Big Bang Boom

It’s amazing how many extraneous words end up in the first draft of my stories. The one I finished yesterday came in at 3250 words, well over the upper limit for the market of 3000. Given that I wanted to weave in a few extra observations during the rewrite, I despaired of getting it down to the right length. After just one pass this morning, I came in at 2950 words, including the ones I wanted to add. For the most part, this reduction comes from a selective pruning of individual or small groups unnecessary words, although there were a few sentences that were lopped in toto. If I had a wish about my writing, it’s that I could learn to not include these words in the first place, but that doesn’t seem to be the way I work.

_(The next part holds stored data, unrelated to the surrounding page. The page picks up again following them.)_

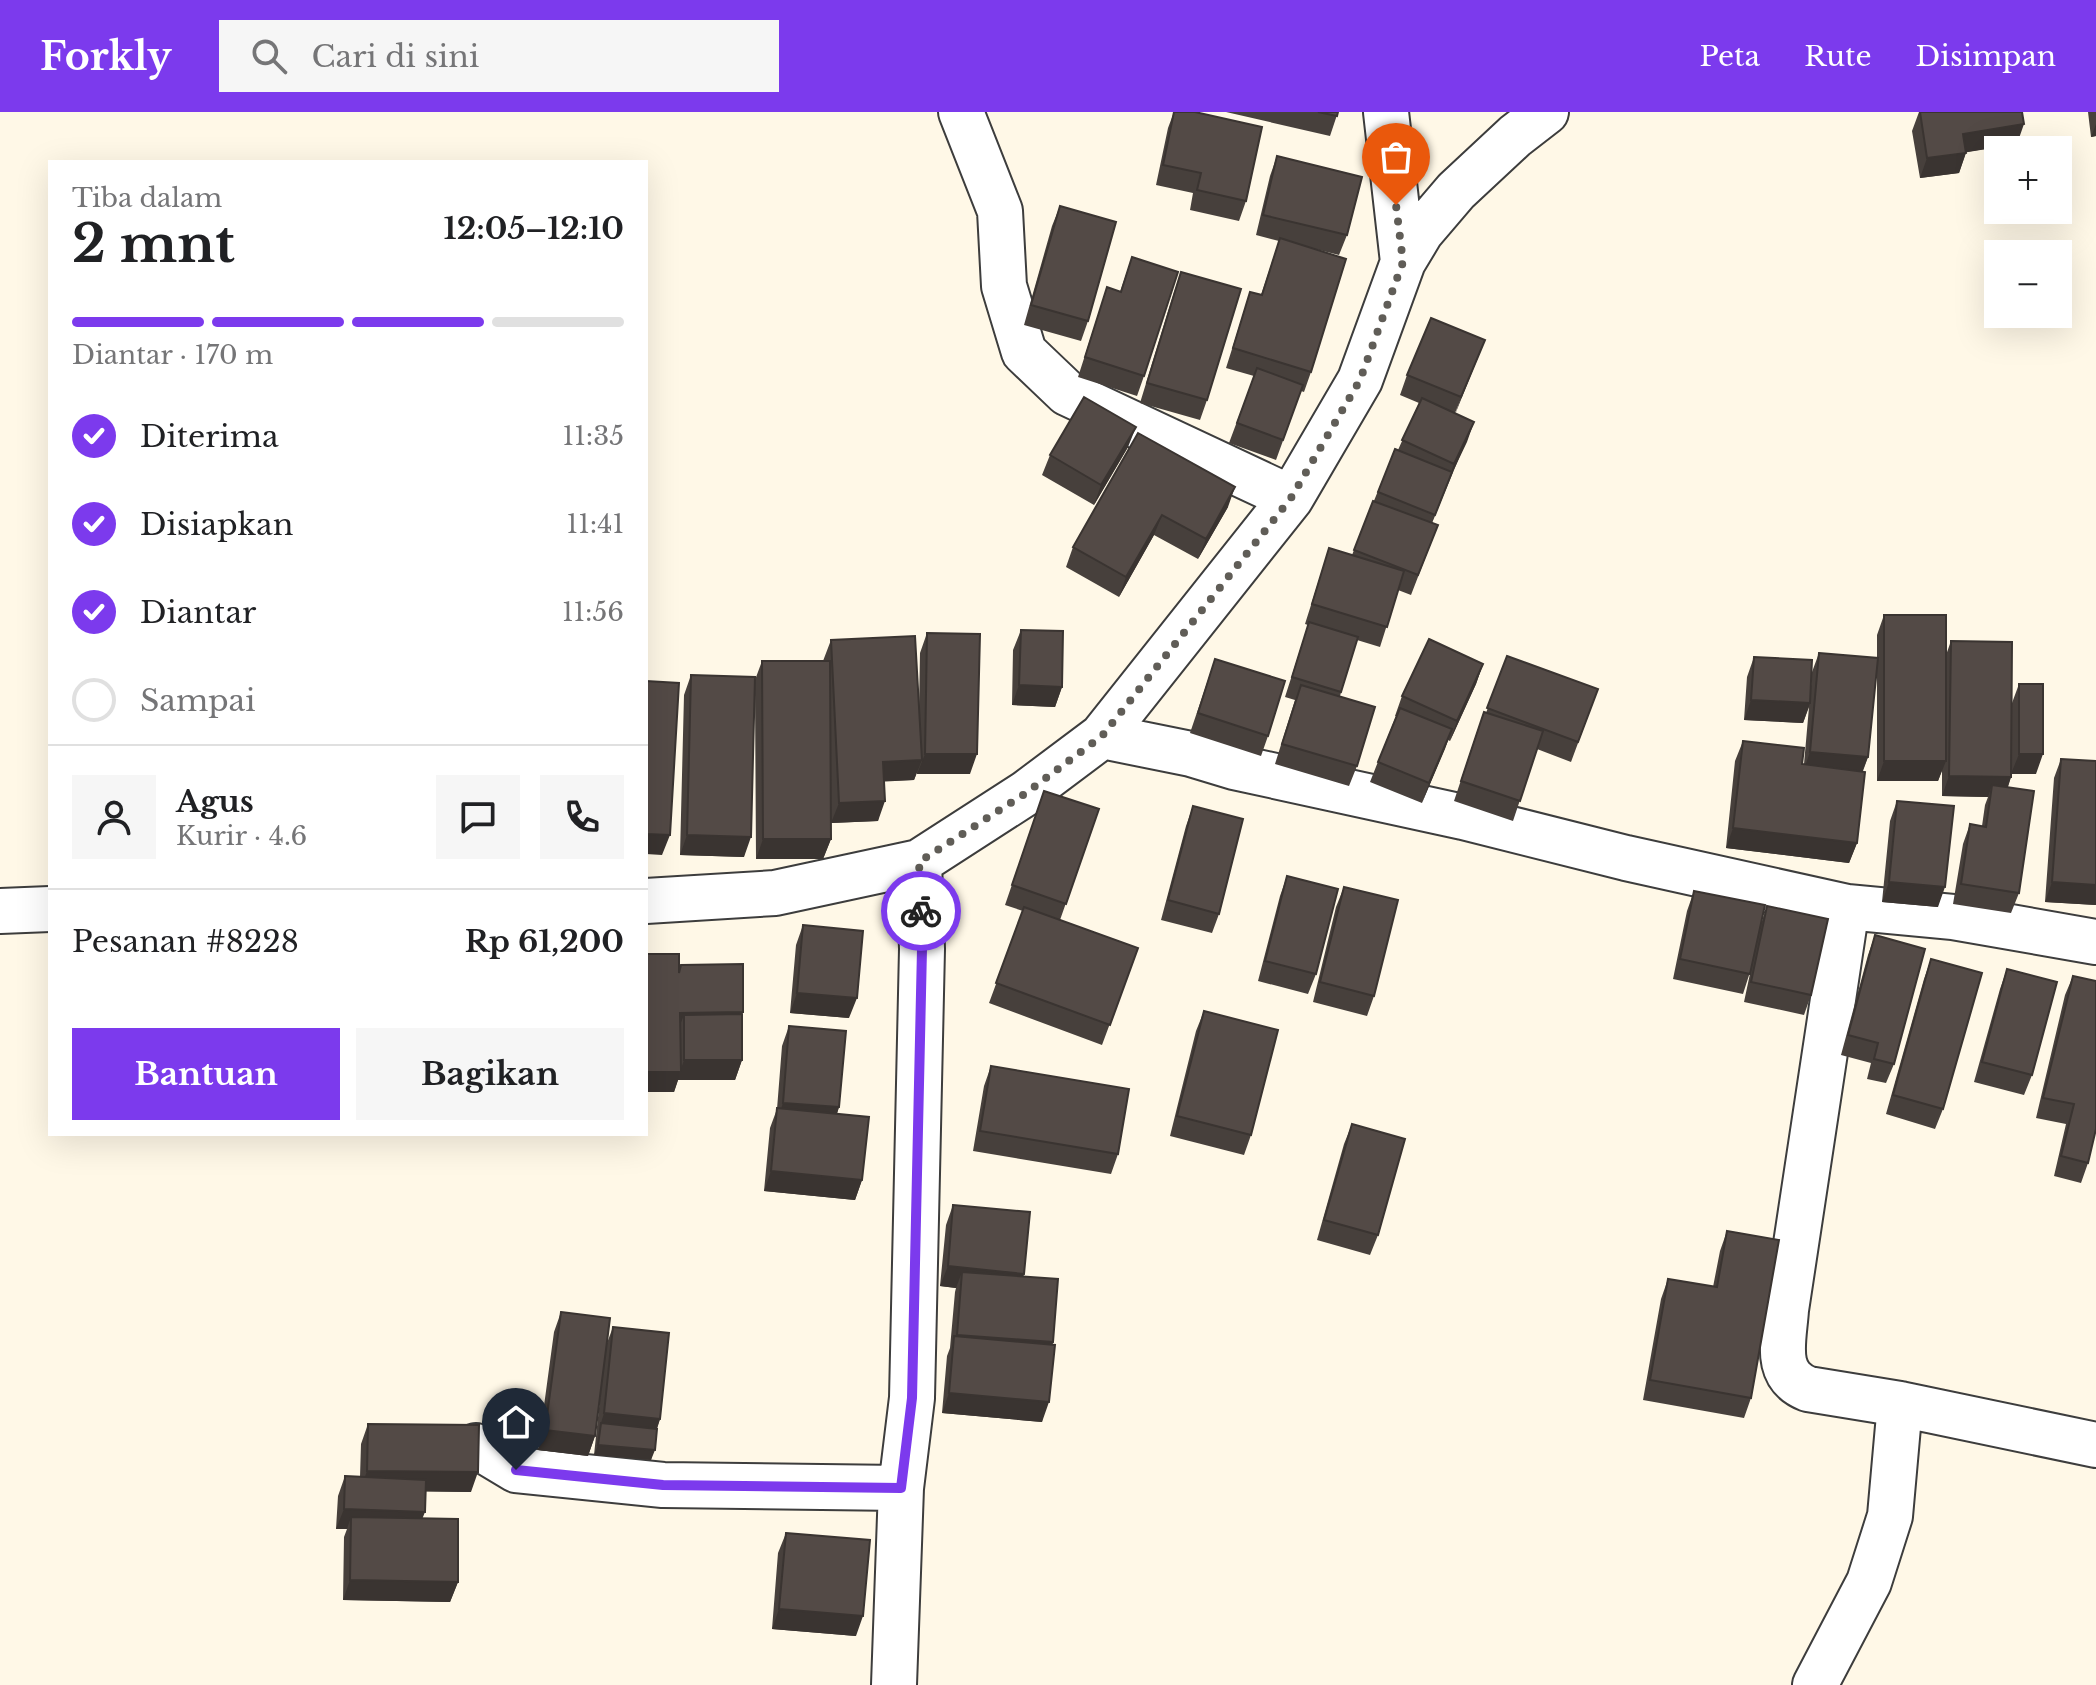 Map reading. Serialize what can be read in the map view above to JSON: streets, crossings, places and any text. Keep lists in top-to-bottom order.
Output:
{
  "page": {
    "header": "Forkly",
    "search": "Cari di sini",
    "nav": ["Peta", "Rute", "Disimpan"],
    "map_buttons": ["+", "−"],
    "heading": ["2 mnt", "Tiba dalam", "12:05–12:10"],
    "panel": [
      "Agus",
      "Kurir · 4.6",
      "Pesanan #8228",
      "Rp 61,200"
    ],
    "bar": "Diantar · 170 m",
    "list": [
      ["Diterima", "11:35"],
      ["Disiapkan", "11:41"],
      ["Diantar", "11:56"],
      "Sampai"
    ],
    "buttons": ["Bantuan", "Bagikan"]
  }
} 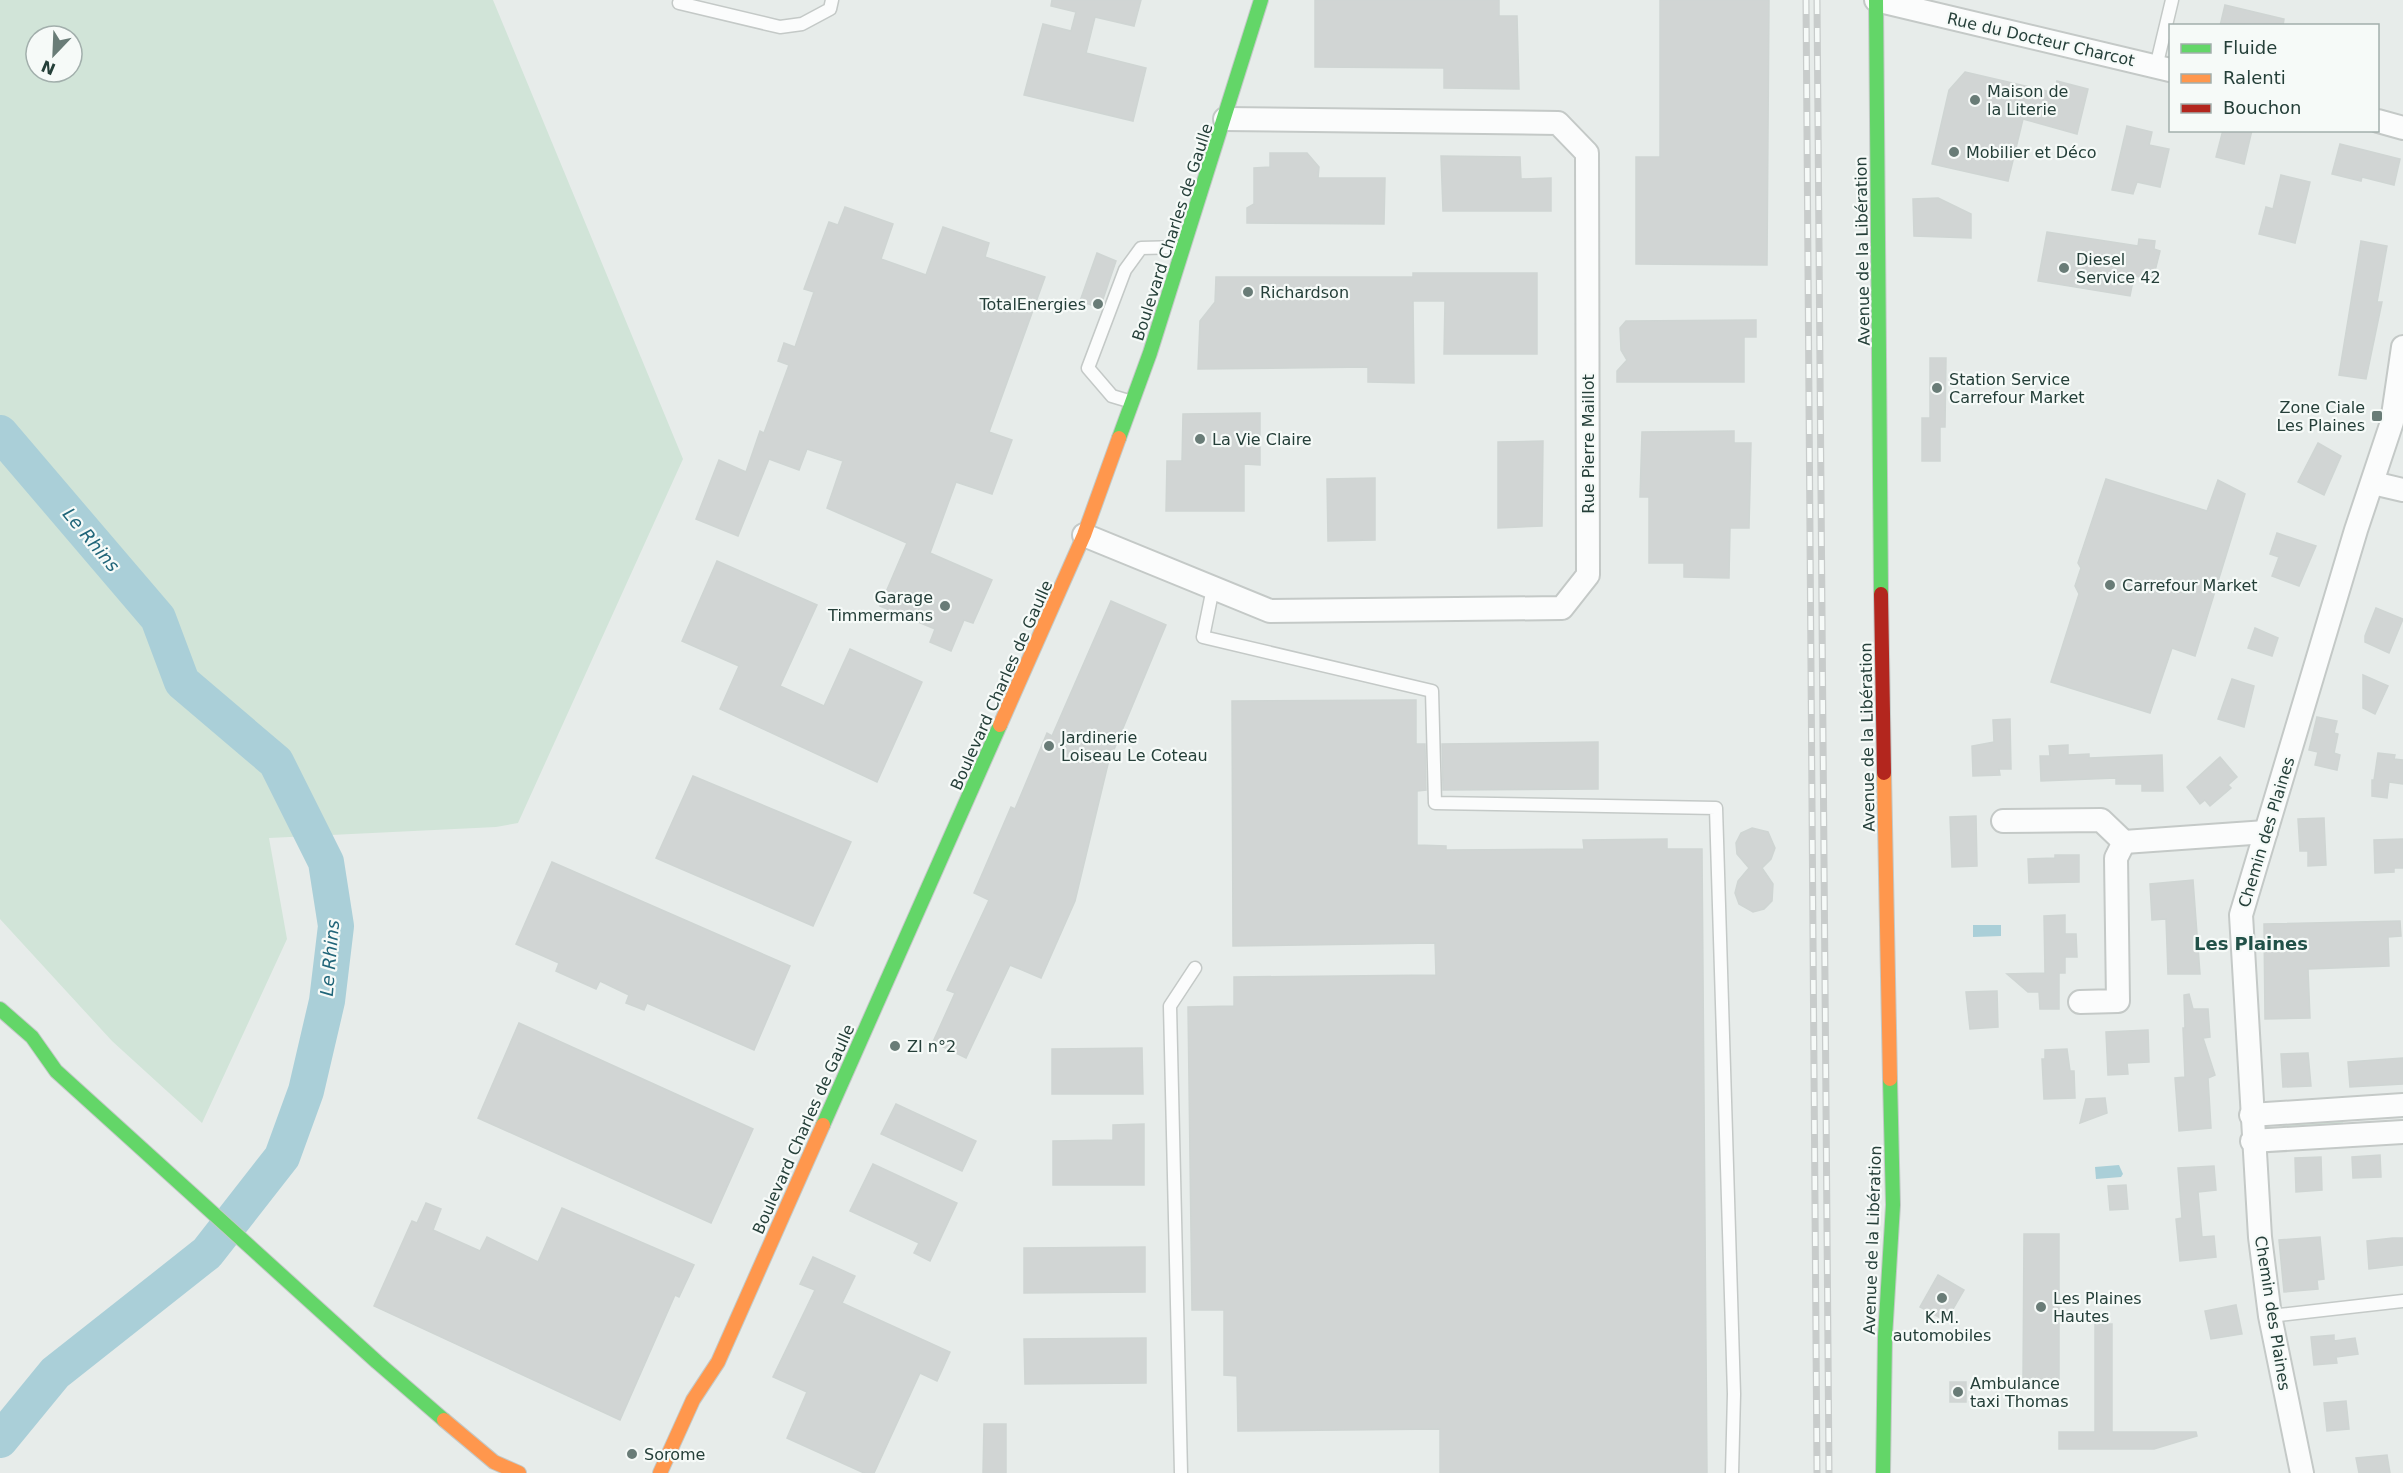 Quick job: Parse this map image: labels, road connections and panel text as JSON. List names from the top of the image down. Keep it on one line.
{"streets":{"street":["Rue du Docteur Charcot","Boulevard Charles de Gaulle","Avenue de la Libération","Rue Pierre Maillot","Chemin des Plaines"]},"crossings":[["Rue du Docteur Charcot","Avenue de la Libération"],["Boulevard Charles de Gaulle","Rue Pierre Maillot"]],"districts":["Les Plaines"],"water":["Le Rhins"],"places":{"other":["Maison de la Literie","Mobilier et Déco","Diesel Service 42","Richardson","TotalEnergies","Station Service Carrefour Market","La Vie Claire","Carrefour Market","Garage Timmermans","Jardinerie Loiseau Le Coteau","ZI n°2","K.M. automobiles","Les Plaines Hautes","Ambulance taxi Thomas","Sorome"],"transit":["Zone Ciale Les Plaines"]},"legend":["Fluide","Ralenti","Bouchon"],"north":"bottom left"}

Add and then take away. That’s how it goes. There are probably many words I could delete from this blog entry without changing the meaning. Maybe all of them.

I finished PD James’s book about detective novels and started a Robert B. Parker Jesse Stone novel called Split Image. This is the first Parker I’ve read on my Kindle and the brevity of the chapters is emphasized by the eBook’s table of contents, which is just a list of its many, many chapters with hotlinks so you can jump to one at a click. Many, many, chapters.

Last night was the first Criminal Intent in the post-Goran-and-Eames era. It wasn’t bad, as they go. Nichols is no Goran, but he’s fun to watch, especially when he’s all a-dither over a long time foe who has always managed to avoid prosecution while running an extensive criminal enterprise. I liked the Irish music over the opening scene, though it was a little loud. The singer was Alan Doyle of Newfoundland’s Great Big Sea.

I wonder if there is a television actor working today who hasn’t at some point been on an episode of one of the Law & Order franchises. When I was at the gym yesterday I saw “Eloise Hawking” from Lost. In fact, just about everyone from Lost has been on L&O. I was thinking of starting a list, but that would just be crazy.

Speaking of Lost and crazy, today’s image is my brief synopsis of last night’s episode, Everyone Loves Hugo.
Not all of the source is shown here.